Mingliang Sun is an associate professor of materials science and engineering at the Ocean University of China, in Qingdao, China. He specializes in polymer synthesis for solar cells, light-emitting diodes, and light-emitting electrochemical cell applications, with over 30 peer-reviewed publications. His current research interests include narrow band-gap conjugated polymer synthesis for solar-cell applications. Dr. Sun received a BS degree from Qingdao University of Science and Technology, China, and a PhD from the South China University of Technology, Guangzhou, China. He was a visiting scholar in Prof. Qibing Pei's group from 2007–2008 in University of California, Los Angeles.

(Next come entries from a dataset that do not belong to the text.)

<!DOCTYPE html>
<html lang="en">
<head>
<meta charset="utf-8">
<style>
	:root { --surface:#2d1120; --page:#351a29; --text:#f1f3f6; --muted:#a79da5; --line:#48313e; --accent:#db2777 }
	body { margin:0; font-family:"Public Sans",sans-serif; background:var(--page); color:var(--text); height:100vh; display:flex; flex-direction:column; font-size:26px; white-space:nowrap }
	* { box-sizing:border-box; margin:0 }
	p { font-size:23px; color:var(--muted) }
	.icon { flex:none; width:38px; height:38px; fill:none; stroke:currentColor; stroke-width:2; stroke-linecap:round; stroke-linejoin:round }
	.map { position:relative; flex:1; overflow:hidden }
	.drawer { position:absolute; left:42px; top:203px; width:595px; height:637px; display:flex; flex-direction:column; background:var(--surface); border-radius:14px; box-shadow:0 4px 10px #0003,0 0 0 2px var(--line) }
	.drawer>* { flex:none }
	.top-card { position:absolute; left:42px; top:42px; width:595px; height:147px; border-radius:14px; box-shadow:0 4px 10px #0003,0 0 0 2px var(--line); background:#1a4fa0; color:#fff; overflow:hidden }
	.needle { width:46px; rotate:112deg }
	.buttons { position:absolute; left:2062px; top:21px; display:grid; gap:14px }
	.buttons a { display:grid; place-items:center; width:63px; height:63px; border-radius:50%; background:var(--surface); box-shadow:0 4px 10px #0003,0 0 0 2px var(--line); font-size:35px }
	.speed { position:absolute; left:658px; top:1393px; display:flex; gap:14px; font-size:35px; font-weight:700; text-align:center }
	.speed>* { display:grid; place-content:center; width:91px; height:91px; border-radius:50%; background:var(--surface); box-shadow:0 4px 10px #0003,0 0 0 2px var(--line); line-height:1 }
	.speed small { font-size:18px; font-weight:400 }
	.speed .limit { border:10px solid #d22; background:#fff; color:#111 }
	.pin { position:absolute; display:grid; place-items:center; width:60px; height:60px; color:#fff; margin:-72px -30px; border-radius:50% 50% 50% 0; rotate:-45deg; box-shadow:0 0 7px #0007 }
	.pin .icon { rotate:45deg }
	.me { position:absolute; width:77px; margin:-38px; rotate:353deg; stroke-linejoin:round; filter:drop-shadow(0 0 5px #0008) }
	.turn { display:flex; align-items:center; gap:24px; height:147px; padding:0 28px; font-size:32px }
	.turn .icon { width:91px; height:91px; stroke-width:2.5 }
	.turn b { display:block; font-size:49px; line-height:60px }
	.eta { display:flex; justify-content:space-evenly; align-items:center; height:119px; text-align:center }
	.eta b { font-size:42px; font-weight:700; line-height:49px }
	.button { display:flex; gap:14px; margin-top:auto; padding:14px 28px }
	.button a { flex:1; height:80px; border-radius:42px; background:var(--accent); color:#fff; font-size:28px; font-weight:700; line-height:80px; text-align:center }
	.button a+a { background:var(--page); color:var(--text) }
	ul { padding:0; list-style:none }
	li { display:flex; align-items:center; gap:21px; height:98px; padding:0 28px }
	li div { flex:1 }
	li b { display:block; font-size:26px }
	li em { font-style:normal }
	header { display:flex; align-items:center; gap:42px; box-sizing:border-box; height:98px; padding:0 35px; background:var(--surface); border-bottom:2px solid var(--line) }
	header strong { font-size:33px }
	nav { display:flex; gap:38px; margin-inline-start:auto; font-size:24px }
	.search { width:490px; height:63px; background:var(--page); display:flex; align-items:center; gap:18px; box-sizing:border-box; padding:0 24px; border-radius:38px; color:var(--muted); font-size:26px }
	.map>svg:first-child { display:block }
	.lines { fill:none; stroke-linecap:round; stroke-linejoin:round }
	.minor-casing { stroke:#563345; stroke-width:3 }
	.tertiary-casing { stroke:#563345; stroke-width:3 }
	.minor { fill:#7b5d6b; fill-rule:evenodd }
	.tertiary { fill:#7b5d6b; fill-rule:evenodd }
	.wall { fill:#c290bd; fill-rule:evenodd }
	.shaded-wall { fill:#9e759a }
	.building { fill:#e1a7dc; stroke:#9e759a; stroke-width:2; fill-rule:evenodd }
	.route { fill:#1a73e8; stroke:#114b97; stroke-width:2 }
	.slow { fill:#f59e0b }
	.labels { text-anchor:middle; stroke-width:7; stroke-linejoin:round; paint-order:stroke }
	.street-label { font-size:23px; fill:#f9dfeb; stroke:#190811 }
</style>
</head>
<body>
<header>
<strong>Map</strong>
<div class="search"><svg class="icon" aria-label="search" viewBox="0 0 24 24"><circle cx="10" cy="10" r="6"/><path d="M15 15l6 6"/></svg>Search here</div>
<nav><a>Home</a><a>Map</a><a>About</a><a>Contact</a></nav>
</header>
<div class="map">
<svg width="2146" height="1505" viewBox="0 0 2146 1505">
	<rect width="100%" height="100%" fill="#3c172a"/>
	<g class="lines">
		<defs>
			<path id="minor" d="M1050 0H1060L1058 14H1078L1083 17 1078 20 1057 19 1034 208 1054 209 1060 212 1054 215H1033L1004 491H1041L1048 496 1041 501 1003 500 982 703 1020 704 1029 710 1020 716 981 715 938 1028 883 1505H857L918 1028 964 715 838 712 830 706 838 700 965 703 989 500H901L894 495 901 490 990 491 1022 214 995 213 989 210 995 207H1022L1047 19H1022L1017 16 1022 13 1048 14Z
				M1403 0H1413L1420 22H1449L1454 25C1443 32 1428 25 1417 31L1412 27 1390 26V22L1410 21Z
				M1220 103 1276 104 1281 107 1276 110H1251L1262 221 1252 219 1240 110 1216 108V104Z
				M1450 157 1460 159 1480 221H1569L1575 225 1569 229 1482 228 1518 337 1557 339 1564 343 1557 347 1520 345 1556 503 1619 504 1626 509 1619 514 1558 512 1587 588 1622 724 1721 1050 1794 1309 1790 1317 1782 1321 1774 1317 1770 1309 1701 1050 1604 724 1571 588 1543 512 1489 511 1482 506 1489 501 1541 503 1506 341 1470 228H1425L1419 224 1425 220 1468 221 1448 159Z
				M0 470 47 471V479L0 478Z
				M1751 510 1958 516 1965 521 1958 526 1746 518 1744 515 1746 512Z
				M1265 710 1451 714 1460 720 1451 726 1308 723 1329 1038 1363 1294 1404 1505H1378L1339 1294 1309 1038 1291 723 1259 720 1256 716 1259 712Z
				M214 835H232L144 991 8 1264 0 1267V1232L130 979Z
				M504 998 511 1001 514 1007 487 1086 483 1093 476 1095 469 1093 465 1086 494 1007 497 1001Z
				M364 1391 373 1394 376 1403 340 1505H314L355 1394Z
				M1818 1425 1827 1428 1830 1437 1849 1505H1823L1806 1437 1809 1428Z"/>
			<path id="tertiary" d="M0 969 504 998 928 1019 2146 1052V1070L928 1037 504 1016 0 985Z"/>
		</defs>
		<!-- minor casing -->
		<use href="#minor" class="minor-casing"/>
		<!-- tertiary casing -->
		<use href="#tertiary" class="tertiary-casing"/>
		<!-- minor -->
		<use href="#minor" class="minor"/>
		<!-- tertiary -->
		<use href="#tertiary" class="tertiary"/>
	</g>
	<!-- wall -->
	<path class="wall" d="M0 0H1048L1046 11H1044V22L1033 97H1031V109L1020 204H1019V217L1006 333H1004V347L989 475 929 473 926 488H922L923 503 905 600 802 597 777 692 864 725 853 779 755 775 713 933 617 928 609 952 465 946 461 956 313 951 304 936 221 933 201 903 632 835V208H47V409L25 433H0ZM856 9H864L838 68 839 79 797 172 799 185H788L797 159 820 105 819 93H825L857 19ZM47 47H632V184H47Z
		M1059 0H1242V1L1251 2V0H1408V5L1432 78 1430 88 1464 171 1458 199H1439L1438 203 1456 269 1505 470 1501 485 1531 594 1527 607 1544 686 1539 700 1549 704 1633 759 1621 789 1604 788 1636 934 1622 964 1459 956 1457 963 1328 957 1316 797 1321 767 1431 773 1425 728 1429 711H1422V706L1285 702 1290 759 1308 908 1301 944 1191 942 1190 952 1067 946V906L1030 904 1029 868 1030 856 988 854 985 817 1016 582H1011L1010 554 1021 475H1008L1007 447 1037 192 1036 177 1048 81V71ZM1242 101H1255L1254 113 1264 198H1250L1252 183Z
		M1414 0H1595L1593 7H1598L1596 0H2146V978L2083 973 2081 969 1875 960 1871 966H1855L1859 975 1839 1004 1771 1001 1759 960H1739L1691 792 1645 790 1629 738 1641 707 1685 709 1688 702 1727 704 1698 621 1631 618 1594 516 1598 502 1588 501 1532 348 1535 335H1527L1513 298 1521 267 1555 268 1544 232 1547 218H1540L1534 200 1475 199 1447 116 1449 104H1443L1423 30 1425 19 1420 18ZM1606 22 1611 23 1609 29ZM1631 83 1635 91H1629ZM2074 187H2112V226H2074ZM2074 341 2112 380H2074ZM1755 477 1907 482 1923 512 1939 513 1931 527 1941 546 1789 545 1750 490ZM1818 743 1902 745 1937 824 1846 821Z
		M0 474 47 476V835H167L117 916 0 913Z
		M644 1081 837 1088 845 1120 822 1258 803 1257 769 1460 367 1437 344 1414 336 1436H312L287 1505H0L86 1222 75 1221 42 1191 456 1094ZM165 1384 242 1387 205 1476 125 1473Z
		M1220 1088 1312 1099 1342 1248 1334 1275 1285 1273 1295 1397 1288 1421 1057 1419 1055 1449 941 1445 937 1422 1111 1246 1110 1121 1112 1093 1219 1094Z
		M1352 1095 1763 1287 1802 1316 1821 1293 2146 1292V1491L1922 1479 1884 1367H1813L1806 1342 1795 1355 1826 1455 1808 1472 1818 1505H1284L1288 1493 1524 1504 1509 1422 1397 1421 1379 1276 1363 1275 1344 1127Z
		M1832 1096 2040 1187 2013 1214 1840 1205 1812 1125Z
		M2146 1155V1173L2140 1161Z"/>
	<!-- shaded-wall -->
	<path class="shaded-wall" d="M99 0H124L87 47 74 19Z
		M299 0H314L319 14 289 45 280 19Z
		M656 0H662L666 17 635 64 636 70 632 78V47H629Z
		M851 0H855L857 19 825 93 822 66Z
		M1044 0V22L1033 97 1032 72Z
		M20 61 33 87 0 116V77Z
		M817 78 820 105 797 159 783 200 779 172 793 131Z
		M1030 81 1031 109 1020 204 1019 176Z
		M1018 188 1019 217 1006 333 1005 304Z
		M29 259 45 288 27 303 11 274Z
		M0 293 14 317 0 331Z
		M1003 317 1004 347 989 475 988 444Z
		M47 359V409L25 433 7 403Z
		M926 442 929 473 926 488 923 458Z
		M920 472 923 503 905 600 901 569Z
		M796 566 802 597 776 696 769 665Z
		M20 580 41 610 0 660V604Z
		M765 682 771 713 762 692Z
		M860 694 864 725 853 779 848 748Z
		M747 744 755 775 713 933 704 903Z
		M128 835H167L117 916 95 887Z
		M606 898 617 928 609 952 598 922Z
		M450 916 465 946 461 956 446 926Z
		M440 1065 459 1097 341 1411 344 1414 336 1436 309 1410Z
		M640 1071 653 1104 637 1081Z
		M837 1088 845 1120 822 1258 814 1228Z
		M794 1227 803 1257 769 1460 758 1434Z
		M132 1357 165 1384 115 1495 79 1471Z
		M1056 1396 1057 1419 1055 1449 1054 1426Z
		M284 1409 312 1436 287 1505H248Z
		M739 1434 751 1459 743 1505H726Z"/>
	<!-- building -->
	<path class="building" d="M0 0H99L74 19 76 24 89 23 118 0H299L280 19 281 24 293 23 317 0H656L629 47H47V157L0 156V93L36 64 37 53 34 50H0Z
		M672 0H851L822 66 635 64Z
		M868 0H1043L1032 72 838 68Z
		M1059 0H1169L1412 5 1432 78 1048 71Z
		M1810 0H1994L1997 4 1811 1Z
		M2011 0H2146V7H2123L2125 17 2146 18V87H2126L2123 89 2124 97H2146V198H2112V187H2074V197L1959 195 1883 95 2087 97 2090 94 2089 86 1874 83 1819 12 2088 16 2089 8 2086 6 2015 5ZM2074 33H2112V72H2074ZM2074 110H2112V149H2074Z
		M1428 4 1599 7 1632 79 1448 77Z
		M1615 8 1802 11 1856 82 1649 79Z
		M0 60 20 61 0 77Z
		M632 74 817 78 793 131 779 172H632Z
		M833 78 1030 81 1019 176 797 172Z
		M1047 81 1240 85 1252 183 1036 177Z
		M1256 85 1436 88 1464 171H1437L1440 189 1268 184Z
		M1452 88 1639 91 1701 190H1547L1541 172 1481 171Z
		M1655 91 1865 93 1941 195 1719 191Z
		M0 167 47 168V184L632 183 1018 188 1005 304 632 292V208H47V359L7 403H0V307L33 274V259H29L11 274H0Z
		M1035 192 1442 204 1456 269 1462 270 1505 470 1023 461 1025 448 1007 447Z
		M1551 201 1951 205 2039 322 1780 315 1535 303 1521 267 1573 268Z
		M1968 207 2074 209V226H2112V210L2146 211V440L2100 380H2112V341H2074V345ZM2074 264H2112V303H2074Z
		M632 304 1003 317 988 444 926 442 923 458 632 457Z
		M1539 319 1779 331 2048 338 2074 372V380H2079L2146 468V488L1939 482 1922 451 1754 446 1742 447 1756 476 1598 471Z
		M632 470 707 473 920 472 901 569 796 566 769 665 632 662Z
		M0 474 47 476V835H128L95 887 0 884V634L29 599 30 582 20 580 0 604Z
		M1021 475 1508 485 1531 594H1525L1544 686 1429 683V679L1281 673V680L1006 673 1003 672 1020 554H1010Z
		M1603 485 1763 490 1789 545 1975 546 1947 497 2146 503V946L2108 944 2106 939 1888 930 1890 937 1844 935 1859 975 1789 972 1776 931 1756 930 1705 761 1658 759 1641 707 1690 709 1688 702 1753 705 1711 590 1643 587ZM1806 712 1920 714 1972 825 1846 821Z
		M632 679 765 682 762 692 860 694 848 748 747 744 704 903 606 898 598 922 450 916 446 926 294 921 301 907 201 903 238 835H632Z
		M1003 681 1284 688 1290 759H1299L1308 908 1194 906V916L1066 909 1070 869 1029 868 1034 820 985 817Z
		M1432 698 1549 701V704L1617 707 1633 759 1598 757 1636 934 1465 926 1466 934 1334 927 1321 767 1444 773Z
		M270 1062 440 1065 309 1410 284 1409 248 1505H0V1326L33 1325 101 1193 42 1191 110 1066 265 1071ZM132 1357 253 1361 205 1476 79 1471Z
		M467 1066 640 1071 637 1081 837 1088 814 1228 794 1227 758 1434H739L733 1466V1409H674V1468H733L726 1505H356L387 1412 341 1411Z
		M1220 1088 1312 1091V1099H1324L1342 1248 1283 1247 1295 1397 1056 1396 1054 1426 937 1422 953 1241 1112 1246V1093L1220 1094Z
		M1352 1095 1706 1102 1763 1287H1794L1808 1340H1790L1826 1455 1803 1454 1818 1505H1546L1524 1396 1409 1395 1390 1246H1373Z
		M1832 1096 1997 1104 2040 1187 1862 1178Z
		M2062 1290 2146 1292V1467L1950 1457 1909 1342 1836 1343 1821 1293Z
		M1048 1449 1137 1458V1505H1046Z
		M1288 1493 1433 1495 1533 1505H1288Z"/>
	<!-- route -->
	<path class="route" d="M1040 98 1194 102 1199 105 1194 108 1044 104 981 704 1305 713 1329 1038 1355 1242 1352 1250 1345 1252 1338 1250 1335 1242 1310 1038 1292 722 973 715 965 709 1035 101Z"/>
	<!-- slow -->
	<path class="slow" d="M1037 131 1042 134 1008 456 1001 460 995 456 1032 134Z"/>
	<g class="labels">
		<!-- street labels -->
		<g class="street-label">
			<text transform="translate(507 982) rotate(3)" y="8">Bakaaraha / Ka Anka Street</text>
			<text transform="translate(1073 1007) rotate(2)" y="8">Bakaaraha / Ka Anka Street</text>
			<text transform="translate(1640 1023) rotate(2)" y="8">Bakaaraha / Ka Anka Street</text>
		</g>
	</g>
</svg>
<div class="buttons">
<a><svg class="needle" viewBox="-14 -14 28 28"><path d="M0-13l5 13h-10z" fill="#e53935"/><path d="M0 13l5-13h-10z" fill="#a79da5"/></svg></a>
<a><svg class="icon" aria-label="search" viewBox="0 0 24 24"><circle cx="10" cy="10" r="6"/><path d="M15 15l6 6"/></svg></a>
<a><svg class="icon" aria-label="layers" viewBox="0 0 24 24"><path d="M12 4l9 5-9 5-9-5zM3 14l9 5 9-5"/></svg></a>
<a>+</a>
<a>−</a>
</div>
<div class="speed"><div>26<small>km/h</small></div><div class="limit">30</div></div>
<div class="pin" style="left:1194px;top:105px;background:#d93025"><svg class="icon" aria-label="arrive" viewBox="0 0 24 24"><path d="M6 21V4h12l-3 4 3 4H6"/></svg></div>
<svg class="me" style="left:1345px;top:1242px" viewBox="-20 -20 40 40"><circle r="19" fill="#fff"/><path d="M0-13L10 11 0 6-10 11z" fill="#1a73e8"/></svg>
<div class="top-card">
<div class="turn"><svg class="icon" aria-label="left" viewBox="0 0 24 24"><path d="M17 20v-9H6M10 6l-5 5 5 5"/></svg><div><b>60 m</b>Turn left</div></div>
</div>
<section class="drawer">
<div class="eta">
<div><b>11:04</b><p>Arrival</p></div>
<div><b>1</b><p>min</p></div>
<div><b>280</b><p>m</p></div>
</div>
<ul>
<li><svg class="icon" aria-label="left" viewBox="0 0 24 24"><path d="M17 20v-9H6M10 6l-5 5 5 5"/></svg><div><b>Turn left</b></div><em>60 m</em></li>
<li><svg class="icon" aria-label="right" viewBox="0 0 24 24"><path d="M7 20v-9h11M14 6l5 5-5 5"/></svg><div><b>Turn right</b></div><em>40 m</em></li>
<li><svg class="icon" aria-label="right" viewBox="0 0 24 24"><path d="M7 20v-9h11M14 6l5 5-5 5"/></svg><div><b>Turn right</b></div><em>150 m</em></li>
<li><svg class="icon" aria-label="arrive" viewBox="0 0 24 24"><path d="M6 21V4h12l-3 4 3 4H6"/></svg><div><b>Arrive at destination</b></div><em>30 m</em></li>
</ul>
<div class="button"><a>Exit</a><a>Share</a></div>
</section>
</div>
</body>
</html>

Qibing Pei is a professor of materials science and engineering at the University of California, Los Angeles (UCLA). He specializes in electronic/photonic polymers, polymer light-emitting diodes, and electromechanically transducive polymers and devices, with over 110 peer-reviewed publications. His 32 issued U.S. patents cover polymer light-emitting electrochemical cells, dielectric elastomers with greater than 100% actuated strain, cavity emission organic LEDs, and a number of light-emitting polymers, among others. His current research activities include synthesis of conjugated polymers, stretchable polymer electronics, nanostructured composites, and dielectric elastomers for actuation and power generation. He received a BS degree from Nanjing University, China, and a PhD from the Institute of Chemistry, Chinese Academy of Science, Beijing. He was a postdoctoral scientist from 1991–1993 in Linkoping University, Sweden, a senior chemist from 1994–1997 at UNIAX Corporation (now DuPont Display), Santa Barbara, and a senior research engineer from 1998–2004 at SRI International, Menlo Park, California. He has been on the UCLA faculty since 2004.